A very spoooooky Halloween

Happy Halloween, everyone!

Guess what spooooky project I’ve been keeping under my hat?

Well okay, not under my hat. It is my hat! And surely a spooky bit of knitting will help strike the fear of Halloween into you!

There are creepy black bats, flying across an orange background…

Skeletons with ghoulish red eyeballs…

Gross green worms inching along on a purple background…

And, well, I think those are supposed to be spiders down towards the bottom.

What a fun knit this was! I actually finished up this beret back in early September and have been waiting until Halloween to share it.

I bought all the yarn to knit this last Halloween (KnitPicks Palette, a nice and inexpensive yarn for colorwork), then suddenly it was past October 31st and I didn’t feel like it any longer. Fast forward to this September. I was going to take it as my knitting project for our trip to New Mexico, except I started on the ribbing and accidentally had 3/4 of it finished before the trip. It was just too fun to put down!

It’s a free pattern from Knitty called Scare Isle, on Ravelry here. I admit, I’m a sucker for seasonal knits in fall and winter, so how could I resist a Halloween beret?

(By the way, I was considering doing a tutorial for this hairstyle… it’s a great way to fake a good hair day when you’re having a crappy hair day. And all you need is a hairpins, hairspray, a hat and a sock. Hee!)
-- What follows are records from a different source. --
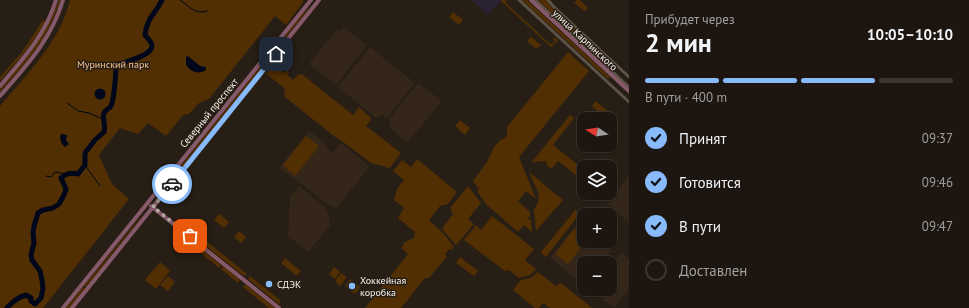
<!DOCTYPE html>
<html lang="ru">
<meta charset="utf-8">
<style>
body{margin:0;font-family:"PT Sans",sans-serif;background:#251f19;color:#f1f3f6;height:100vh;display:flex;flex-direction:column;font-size:15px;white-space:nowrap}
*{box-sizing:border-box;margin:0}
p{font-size:13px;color:#a09f9f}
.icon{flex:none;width:22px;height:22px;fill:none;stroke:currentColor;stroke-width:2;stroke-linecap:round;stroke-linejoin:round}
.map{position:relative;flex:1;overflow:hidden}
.side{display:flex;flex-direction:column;background:#1d1610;width:340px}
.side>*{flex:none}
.needle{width:26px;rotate:282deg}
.controls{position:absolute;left:577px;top:112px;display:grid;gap:8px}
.controls a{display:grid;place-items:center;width:40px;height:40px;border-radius:8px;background:#1d1610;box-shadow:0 1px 3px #0004,0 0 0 1px #3b3530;font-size:20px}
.pin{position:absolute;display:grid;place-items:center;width:34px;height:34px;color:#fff;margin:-17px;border-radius:8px;box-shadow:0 2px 6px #0006}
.courier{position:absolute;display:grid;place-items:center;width:40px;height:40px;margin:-20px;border:3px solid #87bbfc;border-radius:50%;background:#fff;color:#222;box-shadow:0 1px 5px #0007}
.headline em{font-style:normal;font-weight:700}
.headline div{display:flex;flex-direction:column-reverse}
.headline{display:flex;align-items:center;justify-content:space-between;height:68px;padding:0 16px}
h1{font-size:26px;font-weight:700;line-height:30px}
.bar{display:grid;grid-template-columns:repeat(4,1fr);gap:6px 4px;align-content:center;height:48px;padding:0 16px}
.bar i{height:5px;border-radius:3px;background:#3b3530}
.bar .on{background:#87bbfc}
.bar p{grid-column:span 4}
ol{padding:0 16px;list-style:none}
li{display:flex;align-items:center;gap:12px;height:44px}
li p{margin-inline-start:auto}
li .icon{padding:4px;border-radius:50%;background:#87bbfc;color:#111;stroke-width:4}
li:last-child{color:#a09f9f}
li i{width:22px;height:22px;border:2px solid #3b3530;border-radius:50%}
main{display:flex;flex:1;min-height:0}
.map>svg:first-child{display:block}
.commercial{fill:#2b2333}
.built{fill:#342619}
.green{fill:#522f03}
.water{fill:#00071a}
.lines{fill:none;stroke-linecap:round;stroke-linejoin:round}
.stream{stroke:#00071a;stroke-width:1}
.river{stroke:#00071a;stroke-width:5}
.street{stroke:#5c5248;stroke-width:3}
.secondary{stroke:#855969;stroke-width:4}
.done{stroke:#b0a8a1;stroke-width:4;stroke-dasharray:0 7.2}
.route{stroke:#87bbfc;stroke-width:5}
.poi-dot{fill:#87bbfc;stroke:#271e15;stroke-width:1.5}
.labels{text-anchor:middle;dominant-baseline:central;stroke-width:3;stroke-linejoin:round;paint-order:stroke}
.street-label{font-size:10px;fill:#f9f3ed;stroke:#271e15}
.park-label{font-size:10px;fill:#f7c28e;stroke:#271e15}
.poi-label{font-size:10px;fill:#f9f3ed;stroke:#271e15;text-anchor:start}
</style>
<main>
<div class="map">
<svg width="629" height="308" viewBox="0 0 629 308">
<rect width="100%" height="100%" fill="#271e15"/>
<!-- commercial -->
<path class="commercial" d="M472 0H502L488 15Z"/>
<!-- built -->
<g class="built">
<path d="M343 27 367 45 336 85 310 65V63L337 29 340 31Z"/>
<path d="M370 47 415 83 387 118 382 115 376 118 338 87Z"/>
<path d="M418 83 442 101 407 143 390 128 389 119Z"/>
<path d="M309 131 326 144 325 147 333 153 341 143 368 165 369 167 336 209 333 206H329L298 181 279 168Z"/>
<path d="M629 176V222L607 203Z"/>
<path d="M299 186 325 207 329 216 330 226 308 252 288 236 290 197Z"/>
<path d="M578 222 584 228V241H600L612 250 602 263H584V285L550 258Z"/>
<path d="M621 253 629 259V289L614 308 597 294 596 289H610V267Z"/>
</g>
<!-- green -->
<g class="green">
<path d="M59 0H61C55 13 50 27 43 39 31 58 15 75 0 92V89C25 60 45 37 59 0Z"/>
<path d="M70 0H302L304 1 286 25 275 16 209 99 199 103 189 114 183 115 166 136 148 123 138 134 120 128 99 155 112 184 129 199 43 308H0V106C27 74 60 42 70 0Z"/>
<path d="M502 0H507L505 2 507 4 549 43 552 44 555 41 553 39 555 37 558 40 551 47 501 1Z"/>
<path d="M522 0H527L610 77 608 79Z"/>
<path d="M538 0H546L552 8 605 58 603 61Z"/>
<path d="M577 0H580L588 8 585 11 574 3Z"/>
<path d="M310 7 157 199 155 198 303 13Z"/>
<path d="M453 12 463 20 459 25 449 17Z"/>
<path d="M43 20 45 22C33 44 17 62 0 81V77L22 52Z"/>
<path d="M531 37 541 45 536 49 527 41Z"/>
<path d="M568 52 589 71 519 157 536 199 526 191 518 201 530 212V217H528V219L531 220 532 232 524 225 518 232 486 204 477 191 479 189 473 181 487 162 494 147 500 140 503 139 507 136V127Z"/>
<path d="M278 59 280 60 275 66 284 73 287 70 289 72 287 75 293 80 299 74 303 75 353 115 359 107 371 118 370 121 366 126 401 153 389 169 387 167 371 163 338 138 335 137 285 97 284 95 285 89 268 75H265Z"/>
<path d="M261 76V77L209 141Z"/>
<path d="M596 101 608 111 603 117 592 106Z"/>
<path d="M570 115 574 118 553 145 584 170V182L558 161 551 169 546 164 547 162 545 161 543 162 539 161 531 163Z"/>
<path d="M460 120 470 128 465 135 455 126Z"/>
<path d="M306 136 319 146 295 176 283 165Z"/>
<path d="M417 159 457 192 448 204 440 206 429 220 444 234 454 247 452 250 449 249 445 254 447 256 429 278H425L401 308H365L408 254 401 248 405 242 414 238 415 232 398 218 404 208 394 200 397 189 404 180 393 171 402 160 411 167Z"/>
<path d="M529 172 563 200 536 231 534 210 539 200 538 192Z"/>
<path d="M468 186 481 203 468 219 474 224 456 245 442 229 453 214 450 208Z"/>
<path d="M576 209 578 216 546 257 543 255 541 252Z"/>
<path d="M147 210 86 287 84 286 132 227Z"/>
<path d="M219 214 229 222 224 228 214 220Z"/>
<path d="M492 216 534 249 525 260 536 269 530 275 519 278 509 270 505 271 464 240 476 225 481 230Z"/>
<path d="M574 229 584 237V241H586L568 264 555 254Z"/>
<path d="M239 231 246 237 241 243 234 237Z"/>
<path d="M195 232 247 274 244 276 192 235Z"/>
<path d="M196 245 221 265 219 268 194 247Z"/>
<path d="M460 257 478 271 474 276 456 263Z"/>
<path d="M285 258 301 271 297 276 281 263Z"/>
<path d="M160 262 170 271 156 289 145 280Z"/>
<path d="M223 266 240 280 238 283 221 269Z"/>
<path d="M334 267 340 272 335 279 329 274Z"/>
<path d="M538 272 556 286 561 283 592 308H550L543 303 539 308H535L513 290 521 280 531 278Z"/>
<path d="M341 273 347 277 340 286 335 281Z"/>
<path d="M168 276 175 282 168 291 160 285Z"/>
<path d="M250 276 281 301 279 304 248 279Z"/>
<path d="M350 279 360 287 355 294 345 286Z"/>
<path d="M245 284 275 308H269L243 287Z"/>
<path d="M83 287 85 289 70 308H66Z"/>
</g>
<!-- water -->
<g class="water">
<path d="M188 56 200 66 206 67V70C200 75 189 72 186 64 186 64 186 58 186 57Z"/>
<circle cx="100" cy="94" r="5.5"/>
<path d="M61 134 67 135 66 140 69 144 65 147 62 144 60 138Z"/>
</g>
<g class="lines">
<!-- stream -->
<g class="stream">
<path d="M180 0C189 6 195 15 207 11"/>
<path d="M67 103 78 111 89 113 100 118"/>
<path d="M101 118H103"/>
<path d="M85 165 100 186"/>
<path d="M46 176 51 177 55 172 66 174"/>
</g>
<!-- river -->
<path class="river" d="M7 308C13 301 18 297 26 295L31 298V301L35 304 41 298 43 289 42 280 40 271 32 260 31 255 34 243 33 233 34 226 38 213 43 210 53 208 59 204 64 195 66 189 61 178C66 173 71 172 78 174L85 165V153L95 140 104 132C106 125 102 118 104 113 105 110 109 109 111 106 114 100 116 73 116 65 124 62 152 56 152 46 152 42 147 38 145 35 147 17 155 15 162 0"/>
<!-- street -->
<g class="street">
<path d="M519 0 629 102"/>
<path d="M535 0 629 87"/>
<path d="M548 0 553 6 629 77"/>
</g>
<!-- secondary -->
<g class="secondary">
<path d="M531 0 629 91"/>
<path d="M0 86C23 59 46 34 56 0"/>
<path d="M0 96C27 65 51 40 63 0"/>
<path d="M151 206 279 308"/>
<path d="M63 308 311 0"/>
<path d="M72 308 319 0"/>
</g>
</g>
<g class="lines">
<!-- done -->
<path class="done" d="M172 184 153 207 190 236"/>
<!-- route -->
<path class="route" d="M172 184 276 54"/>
</g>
<!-- markers -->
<g class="poi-dot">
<circle cx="269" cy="284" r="4"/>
<circle cx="352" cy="286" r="4"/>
</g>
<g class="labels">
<!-- street labels -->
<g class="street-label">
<text transform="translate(585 40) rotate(43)">улица Карпинского</text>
<text transform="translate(209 113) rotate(-51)">Северный проспект</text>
</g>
<!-- park labels -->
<g class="park-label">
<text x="113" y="64">Муринский парк</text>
</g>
<!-- poi labels -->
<g class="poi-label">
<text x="360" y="280">Хоккейная<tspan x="360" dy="12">коробка</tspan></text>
<text x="277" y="284">СДЭК</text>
</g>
</g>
</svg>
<div class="controls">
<a><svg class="needle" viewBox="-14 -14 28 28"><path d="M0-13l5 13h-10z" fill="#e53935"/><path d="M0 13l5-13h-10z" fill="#a09f9f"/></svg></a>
<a><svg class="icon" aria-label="layers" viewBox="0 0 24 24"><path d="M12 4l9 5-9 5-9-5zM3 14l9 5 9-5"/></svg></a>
<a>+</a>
<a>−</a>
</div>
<div class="pin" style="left:190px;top:236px;background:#ea580c"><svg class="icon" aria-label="bag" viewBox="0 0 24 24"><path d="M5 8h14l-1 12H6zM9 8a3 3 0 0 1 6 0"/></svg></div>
<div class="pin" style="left:276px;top:54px;background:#1f2937"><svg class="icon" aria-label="home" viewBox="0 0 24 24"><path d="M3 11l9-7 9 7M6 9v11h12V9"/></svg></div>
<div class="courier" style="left:172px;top:184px"><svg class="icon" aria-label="car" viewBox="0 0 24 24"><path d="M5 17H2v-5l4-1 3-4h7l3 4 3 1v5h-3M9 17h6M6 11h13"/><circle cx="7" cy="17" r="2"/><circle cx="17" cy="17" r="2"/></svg></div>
</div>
<section class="side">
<div class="headline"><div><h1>2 мин</h1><p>Прибудет через</p></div><em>10:05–10:10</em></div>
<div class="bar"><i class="on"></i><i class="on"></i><i class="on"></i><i></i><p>В пути · 400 m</p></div>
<ol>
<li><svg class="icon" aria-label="check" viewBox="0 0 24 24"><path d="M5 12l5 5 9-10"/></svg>Принят<p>09:37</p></li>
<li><svg class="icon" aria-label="check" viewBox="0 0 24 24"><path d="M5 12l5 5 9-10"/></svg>Готовится<p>09:46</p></li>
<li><svg class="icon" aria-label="check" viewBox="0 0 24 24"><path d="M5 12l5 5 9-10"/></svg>В пути<p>09:47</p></li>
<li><i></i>Доставлен</li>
</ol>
</section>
</main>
Hats are a great place to start if you’re new to colorwork. You work them in the round so there’s no purling with the back of the pattern facing you, and they go pretty quickly. Soon you’ll have an awesome hat to be proud of! I like to work hats on two circular needles, so that I can keep the work relatively flat as I knit instead of it being all bunched up on DPNs or a 16″ circular needle. I find it more tedious to manipulate the knitting using either of those methods. If you’re new to colorwork, you may find it more difficult to keep your gauge loose enough when the work is all scrunched up, as it’s hard to spread out your stitches so your floats aren’t too tight. That’s much easier to do when working on two circular needles. (Cat Bordhi has a good video on how to work on two circulars here.)
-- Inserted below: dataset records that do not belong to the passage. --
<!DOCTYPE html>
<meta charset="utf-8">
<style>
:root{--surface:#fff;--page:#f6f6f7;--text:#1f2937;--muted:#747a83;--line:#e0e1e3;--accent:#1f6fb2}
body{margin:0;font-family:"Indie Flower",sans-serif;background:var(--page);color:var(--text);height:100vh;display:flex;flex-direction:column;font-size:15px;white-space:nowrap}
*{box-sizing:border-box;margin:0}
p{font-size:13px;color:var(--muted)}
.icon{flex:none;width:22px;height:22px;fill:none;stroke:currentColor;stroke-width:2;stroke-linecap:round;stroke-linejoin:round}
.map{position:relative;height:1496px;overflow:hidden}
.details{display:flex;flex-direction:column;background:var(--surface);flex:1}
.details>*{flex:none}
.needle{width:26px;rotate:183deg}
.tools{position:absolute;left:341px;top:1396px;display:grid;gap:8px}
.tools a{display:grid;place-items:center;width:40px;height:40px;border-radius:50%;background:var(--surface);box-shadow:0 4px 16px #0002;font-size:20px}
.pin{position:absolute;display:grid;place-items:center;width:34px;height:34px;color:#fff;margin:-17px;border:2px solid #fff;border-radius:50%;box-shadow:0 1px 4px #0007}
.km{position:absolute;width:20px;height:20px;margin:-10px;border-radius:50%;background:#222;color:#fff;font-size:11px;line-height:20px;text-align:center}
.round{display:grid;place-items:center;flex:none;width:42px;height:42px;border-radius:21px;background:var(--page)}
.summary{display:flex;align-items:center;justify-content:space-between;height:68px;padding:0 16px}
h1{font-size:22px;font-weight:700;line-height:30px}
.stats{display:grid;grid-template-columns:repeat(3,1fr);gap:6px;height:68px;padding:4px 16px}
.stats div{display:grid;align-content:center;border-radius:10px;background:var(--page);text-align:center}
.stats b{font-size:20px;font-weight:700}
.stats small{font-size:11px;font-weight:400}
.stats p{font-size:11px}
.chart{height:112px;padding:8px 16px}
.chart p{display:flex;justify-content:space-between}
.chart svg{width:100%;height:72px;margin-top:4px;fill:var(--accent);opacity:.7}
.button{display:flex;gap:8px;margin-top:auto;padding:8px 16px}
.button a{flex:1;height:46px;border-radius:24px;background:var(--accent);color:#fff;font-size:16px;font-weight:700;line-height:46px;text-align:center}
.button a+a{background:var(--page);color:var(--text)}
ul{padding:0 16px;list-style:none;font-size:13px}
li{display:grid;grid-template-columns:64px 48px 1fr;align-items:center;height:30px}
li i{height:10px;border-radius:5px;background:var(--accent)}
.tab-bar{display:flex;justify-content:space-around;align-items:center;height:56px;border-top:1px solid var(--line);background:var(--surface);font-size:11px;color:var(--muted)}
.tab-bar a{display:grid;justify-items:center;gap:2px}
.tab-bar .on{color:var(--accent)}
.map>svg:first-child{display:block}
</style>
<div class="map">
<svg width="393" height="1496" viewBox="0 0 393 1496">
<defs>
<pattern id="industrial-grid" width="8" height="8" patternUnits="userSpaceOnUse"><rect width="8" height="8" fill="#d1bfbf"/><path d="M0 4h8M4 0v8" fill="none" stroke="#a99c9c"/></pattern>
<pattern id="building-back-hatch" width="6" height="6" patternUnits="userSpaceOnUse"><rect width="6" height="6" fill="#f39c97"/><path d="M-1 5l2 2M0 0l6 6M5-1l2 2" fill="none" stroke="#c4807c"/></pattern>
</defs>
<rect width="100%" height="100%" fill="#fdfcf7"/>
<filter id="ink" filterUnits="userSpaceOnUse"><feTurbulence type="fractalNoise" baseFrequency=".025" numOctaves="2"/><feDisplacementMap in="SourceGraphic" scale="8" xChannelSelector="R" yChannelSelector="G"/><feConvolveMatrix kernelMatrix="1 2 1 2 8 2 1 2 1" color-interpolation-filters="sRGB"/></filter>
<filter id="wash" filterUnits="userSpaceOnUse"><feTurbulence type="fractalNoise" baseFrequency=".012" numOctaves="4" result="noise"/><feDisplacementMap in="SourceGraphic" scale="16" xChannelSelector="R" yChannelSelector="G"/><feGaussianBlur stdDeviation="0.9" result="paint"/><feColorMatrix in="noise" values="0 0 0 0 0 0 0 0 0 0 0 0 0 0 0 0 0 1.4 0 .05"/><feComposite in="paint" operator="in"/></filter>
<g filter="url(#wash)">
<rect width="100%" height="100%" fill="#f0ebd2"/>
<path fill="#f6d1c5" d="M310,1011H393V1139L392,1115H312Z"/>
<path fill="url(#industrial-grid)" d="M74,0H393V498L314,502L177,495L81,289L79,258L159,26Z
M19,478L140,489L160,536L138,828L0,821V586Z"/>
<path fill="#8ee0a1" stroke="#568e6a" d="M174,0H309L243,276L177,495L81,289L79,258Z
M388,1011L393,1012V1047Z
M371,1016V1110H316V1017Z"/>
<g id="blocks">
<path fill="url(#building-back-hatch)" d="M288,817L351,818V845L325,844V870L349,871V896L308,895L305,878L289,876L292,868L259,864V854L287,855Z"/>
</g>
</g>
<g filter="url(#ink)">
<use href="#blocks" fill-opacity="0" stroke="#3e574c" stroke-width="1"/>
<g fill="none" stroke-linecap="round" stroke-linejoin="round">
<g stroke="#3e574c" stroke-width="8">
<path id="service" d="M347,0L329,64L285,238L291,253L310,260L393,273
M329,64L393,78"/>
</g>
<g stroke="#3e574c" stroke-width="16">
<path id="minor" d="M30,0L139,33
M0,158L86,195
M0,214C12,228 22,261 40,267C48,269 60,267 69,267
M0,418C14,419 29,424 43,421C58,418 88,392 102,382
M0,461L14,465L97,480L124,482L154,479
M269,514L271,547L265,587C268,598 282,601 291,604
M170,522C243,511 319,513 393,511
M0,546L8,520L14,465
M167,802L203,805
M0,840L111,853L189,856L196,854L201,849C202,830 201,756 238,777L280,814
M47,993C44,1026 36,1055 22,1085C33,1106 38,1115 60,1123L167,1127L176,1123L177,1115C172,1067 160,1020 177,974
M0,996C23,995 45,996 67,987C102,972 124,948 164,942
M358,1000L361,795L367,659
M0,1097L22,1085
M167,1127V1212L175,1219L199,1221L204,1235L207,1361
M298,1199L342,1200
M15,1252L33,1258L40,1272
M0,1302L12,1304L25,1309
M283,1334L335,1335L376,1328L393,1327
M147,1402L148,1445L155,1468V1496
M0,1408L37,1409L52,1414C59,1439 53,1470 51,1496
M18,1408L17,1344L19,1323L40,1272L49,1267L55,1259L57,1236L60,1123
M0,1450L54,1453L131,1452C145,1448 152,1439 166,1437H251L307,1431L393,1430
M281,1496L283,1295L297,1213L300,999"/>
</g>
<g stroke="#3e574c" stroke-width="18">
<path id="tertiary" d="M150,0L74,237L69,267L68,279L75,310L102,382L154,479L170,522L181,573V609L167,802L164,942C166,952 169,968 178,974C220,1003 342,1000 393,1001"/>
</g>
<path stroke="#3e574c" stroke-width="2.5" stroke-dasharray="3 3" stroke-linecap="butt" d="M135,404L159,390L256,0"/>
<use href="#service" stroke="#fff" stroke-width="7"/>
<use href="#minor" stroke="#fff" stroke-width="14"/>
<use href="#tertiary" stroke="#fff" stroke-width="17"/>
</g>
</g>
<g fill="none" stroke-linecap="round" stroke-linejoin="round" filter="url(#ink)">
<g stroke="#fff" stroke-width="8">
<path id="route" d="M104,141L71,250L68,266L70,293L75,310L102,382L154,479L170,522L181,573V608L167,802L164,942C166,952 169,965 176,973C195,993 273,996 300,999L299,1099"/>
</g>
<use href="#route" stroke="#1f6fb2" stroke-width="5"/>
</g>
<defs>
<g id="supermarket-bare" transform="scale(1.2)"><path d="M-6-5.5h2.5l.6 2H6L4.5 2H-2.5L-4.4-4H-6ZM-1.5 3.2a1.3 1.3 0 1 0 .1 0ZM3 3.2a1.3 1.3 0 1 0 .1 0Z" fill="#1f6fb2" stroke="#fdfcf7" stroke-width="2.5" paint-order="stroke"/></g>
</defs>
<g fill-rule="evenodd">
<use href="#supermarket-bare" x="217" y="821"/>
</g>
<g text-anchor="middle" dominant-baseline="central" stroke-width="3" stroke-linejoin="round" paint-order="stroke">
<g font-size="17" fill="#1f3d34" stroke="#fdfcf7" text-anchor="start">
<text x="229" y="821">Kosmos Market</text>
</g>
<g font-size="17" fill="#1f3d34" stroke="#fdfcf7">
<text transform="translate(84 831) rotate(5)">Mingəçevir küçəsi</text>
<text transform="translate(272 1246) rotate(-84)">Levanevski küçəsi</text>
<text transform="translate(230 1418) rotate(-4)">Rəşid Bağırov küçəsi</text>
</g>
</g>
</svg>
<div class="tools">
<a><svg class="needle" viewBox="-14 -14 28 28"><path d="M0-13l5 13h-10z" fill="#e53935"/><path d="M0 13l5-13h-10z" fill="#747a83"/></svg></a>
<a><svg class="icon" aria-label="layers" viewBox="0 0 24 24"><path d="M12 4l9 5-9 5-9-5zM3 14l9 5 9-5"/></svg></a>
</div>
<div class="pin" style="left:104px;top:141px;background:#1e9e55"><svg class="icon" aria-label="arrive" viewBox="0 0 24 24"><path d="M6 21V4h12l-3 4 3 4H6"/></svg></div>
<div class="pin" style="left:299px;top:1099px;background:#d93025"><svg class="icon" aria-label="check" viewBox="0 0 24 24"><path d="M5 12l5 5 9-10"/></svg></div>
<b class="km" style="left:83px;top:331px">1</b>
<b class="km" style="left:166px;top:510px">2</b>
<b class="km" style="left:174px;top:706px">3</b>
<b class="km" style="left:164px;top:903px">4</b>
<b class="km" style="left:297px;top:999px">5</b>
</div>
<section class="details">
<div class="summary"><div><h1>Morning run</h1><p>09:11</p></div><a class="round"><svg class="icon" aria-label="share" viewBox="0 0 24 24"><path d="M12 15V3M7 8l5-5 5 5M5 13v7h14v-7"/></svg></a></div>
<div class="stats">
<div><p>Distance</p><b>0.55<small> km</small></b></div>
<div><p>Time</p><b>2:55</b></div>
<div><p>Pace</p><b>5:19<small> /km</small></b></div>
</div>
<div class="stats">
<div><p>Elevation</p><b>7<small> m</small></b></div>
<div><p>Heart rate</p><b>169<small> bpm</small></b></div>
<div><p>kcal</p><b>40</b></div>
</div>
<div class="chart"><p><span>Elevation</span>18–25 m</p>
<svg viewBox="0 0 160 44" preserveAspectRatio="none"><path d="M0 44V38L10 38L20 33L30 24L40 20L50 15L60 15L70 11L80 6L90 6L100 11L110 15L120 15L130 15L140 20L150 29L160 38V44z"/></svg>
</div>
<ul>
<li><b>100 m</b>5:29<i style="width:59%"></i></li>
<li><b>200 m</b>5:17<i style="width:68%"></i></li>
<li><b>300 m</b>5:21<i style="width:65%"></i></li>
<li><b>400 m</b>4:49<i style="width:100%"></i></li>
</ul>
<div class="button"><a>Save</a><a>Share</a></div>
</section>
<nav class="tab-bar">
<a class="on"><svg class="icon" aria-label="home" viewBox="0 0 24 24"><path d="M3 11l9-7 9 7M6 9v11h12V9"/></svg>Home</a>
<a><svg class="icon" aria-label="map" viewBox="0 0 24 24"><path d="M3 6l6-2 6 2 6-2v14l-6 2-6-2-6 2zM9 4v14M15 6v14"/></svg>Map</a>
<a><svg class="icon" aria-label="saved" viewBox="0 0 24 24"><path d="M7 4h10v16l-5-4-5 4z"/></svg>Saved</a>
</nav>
It’s not a vintage pattern obviously, but you know how obsessed they were with novelty knits, so I think this would have been right at home in the 40s!

Have any fun Halloween plans today? We’ll be staying in tonight, eating homemade chicken noodle soup and pie, and watching scary movies. No costumes for us this year, although I’m wearing an orange cardigan and my beret at work. But Pia got dressed up! I’m sure you can guess her wearing the hat lasted about as long as it took to take the photo. 😉

Hope you’re having a spooktacular Halloween!